Т. вынужден признаться, что, закрывая за собой сверкающие белой краской двери Дома Гарднера, не ощущал и намека на какие-либо недобрые «предчувствия». Напротив, в тот момент его мысли были всецело поглощены неожиданным и резким похолоданием, наступившим семнадцатого октября и-по его собственным словам — проморозившим до костей бабье лето семидесятого года. Уже восемнадцатого клены утратили свой багрянец, а дубы — золотистость, что сразу бросилось мне в глаза, когда я впервые взглянул из окна, у которого сидел в наручниках, на сад, прилегающий к дому Элизы и Уильяма.
Старинная красота университетского квартала в городе Провиденс, расположенного на склоне холма, — георгианский стиль, могучие деревья, библиотеки из фигурного бетона, — с которой Т. знакомится, дрожа от холода. Заставить его, что ли, купить себе пуловер, прежде чем он заберет машину, заказанную накануне? Боюсь, что энергии у него даже на это не хватит.
Очевидно, Т. объясняет факт своего исчезновения безлюдностью и связанным с ней однообразием американских улиц. На них (на этих улицах) не увидишь пешеходов. На Георг-стрит и Колледж-стрит я не встретил никого, зато на Кеннеди-плаза, то есть в самом центре города, у вокзала я насчитал пять прохожих.
Т.- западногерманский писатель средней руки. Настроение у него кислое, ибо он только недавно уразумел, что во время обычной для писателей его ранга поездки с чтением своих произведений перед германистами нескольких американских университетов он не увидит в Соединенных Штатах ничего, кроме этих самых германистов нескольких американских университетов. Финансировал его вояж западногерманский институт Гёте.
Машину он взял напрокат для того, чтобы разыскать отрезок побережья вблизи того места, где залив Наррагансетт переходит в открытое море и где он двадцать пять лет назад, летом и осенью 1945 года, содержался в лагере для военнопленных. Желание еще раз посетить это место засело у меня в мозгу как навязчивая идея. И если уж начистоту, то придется признаться, что я только ради этой экскурсии и принял приглашение поехать в Америку.
У новехонького «доджа» была автоматическая коробка передач, так что машина трогалась с места, едва я выжимал сцепление. Верхняя часть ветрового стекла была голубоватого оттенка — чтобы хоть для сидящих впереди создать иллюзию вечно голубого неба.
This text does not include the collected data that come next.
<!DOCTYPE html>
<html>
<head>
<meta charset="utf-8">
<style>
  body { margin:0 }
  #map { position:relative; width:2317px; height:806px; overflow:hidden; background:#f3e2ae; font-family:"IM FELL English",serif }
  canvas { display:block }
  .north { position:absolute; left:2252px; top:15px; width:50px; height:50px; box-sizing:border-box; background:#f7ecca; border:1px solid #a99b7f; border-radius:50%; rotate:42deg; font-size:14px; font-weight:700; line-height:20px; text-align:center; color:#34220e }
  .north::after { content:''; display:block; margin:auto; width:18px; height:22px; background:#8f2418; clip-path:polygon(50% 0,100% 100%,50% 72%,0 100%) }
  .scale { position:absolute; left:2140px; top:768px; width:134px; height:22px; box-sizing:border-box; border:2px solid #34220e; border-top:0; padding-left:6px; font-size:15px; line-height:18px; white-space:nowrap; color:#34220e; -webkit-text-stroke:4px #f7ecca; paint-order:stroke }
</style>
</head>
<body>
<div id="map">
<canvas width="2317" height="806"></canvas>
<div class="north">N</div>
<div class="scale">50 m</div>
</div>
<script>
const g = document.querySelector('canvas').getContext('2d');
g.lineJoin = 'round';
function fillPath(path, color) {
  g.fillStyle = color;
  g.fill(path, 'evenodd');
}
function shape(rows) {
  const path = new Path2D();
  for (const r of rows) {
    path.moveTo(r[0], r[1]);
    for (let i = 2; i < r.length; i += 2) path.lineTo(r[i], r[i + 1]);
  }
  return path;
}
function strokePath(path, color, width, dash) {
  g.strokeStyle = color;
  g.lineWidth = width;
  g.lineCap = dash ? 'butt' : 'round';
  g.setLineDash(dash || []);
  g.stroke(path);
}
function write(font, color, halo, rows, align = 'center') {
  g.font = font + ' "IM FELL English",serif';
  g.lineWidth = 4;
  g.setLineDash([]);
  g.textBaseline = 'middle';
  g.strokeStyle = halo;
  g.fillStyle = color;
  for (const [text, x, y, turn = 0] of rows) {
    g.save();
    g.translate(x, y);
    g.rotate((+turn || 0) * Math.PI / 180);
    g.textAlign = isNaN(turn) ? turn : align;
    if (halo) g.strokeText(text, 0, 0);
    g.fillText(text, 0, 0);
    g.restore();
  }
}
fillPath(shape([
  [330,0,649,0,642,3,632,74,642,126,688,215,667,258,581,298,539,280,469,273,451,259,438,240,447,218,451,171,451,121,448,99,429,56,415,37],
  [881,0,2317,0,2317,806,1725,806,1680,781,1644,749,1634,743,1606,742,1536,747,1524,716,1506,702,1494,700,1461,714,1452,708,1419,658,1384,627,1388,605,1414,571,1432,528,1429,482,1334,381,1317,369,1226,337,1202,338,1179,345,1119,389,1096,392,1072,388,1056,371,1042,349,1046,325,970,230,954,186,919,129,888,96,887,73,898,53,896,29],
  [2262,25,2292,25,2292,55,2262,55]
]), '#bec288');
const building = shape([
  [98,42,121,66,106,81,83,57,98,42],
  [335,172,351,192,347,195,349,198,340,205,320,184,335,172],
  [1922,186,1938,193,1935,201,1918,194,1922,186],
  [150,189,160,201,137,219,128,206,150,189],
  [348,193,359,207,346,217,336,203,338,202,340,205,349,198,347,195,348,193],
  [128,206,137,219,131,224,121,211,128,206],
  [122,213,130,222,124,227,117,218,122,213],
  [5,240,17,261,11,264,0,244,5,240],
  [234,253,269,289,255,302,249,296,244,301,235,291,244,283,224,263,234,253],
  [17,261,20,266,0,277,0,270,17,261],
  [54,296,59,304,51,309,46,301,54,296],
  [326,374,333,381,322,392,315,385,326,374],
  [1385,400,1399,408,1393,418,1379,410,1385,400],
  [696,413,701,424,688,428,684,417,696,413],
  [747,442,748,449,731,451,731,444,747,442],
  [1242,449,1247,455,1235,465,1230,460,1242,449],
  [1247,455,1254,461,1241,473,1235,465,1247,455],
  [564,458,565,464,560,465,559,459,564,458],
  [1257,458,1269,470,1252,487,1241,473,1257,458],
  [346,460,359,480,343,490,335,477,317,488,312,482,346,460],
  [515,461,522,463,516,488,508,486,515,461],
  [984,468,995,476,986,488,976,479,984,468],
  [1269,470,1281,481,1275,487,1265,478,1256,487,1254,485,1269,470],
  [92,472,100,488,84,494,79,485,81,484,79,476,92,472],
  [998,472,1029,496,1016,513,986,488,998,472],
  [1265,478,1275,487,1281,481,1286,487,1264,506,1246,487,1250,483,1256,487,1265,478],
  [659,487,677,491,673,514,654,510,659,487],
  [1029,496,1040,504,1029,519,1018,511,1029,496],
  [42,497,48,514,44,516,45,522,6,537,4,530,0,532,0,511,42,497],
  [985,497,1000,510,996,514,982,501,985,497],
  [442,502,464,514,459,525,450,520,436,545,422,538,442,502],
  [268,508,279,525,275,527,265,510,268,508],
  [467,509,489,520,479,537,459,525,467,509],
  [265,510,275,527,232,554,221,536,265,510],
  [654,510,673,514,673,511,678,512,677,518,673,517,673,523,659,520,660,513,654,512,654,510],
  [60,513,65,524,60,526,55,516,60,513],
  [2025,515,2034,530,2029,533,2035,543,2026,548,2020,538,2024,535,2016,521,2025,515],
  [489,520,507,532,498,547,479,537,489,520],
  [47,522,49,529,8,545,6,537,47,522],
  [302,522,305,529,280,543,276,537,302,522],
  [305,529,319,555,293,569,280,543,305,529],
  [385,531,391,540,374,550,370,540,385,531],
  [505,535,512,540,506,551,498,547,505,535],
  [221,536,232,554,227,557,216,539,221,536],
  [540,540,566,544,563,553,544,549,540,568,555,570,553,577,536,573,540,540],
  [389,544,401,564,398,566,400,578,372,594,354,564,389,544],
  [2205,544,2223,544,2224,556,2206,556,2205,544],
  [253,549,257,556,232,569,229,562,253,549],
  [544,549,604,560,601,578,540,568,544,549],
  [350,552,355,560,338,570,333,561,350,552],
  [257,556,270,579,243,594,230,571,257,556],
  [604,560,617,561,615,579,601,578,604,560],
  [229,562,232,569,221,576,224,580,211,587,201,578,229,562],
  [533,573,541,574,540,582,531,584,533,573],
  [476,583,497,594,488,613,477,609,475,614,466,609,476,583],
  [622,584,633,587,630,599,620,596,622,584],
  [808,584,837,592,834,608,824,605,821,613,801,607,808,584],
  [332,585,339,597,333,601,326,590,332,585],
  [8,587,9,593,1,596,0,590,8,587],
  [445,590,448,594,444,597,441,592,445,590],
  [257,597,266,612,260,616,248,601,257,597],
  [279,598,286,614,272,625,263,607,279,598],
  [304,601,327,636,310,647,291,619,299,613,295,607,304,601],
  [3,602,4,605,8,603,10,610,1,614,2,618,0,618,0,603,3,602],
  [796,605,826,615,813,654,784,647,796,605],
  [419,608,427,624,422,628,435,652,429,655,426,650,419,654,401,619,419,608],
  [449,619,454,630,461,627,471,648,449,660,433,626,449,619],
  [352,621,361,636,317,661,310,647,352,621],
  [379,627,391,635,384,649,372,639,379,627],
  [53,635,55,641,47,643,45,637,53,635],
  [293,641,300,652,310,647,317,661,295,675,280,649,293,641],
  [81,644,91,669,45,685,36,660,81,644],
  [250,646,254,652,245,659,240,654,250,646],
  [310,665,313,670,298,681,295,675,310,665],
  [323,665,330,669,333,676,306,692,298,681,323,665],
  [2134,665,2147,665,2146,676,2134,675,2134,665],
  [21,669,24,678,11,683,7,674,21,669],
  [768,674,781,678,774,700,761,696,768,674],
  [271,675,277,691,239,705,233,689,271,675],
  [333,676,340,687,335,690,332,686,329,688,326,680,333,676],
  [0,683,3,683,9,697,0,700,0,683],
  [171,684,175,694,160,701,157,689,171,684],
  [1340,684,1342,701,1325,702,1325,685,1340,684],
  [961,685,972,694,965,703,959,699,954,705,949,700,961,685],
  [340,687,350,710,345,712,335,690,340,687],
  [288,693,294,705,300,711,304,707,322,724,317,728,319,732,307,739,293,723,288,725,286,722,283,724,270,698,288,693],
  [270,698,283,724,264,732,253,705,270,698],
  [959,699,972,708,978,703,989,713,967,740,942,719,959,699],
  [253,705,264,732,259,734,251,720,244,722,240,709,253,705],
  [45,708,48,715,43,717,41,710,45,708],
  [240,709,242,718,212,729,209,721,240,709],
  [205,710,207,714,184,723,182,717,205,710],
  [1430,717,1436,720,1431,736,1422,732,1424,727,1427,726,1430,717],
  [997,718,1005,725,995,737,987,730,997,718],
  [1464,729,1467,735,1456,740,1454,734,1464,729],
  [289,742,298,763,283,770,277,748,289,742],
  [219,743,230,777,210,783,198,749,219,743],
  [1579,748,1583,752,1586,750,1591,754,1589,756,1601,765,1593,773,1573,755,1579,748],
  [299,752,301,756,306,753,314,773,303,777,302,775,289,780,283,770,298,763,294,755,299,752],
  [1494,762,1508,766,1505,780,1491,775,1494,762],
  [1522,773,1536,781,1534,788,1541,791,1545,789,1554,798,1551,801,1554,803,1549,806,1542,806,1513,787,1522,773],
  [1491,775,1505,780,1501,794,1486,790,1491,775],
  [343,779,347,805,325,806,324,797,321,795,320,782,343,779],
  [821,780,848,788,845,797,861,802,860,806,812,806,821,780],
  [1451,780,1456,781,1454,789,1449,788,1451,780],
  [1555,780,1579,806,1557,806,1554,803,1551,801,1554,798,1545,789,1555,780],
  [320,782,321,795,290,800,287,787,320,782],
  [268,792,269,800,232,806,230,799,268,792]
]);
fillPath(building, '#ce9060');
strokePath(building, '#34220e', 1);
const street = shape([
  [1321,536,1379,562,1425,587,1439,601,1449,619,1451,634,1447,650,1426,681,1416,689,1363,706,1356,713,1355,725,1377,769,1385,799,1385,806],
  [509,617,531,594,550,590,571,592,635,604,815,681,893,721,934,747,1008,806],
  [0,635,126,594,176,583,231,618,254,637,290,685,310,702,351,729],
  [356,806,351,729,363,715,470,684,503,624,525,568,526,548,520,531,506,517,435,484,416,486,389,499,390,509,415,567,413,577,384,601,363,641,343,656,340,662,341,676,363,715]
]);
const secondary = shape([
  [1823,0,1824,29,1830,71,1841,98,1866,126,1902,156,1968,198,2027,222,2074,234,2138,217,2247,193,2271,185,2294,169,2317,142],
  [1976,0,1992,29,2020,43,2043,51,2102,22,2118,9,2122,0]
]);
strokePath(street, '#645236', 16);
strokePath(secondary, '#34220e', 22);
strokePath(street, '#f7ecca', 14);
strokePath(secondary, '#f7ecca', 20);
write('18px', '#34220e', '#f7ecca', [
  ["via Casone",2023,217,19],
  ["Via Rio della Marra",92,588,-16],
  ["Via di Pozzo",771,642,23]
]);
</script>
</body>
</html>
Однако семнадцатого октября небо и без того было голубым-голубым и таким чистым, словно его насквозь продуло пронизывающим восточным ветром.
Несколько недель спустя Элиза показала ему папку, в которую складывала вырезанные ею из газет сообщения о безрезультатных (пока!) розысках Т. И Т. вспоминает: шестнадцатого октября он сдал в прачечную на Тэйер-стрит две смены рубашек, кальсон и носков. «Они тебе больше не нужны», — смеется в ответ Элиза и рвет квитанцию.
Но и чемодан Т. тоже в свое время остался в его номере в Доме Гарднера. Профессор Карвер, глубоко огорченный исчезновением своего гостя (несчастный случай? преступление?), сдал вещи Т. на хранение в полицию. Так что чемодан Т. из искусственной кожи каштанового цвета, не очень большой и обладающий неброским изяществом форм, теперь пылится в темном чулане полицейского участка.
Т. крайне изумлен тем, что, усевшись в машину, внезапно утратил всякую охоту ехать к месту своего пребывания в плену. Ему около пятидесяти пяти. В этом возрасте у людей случаются острые приступы хандры, когда ими овладевает ощущение пустоты, бесцельности и бессмысленности существования.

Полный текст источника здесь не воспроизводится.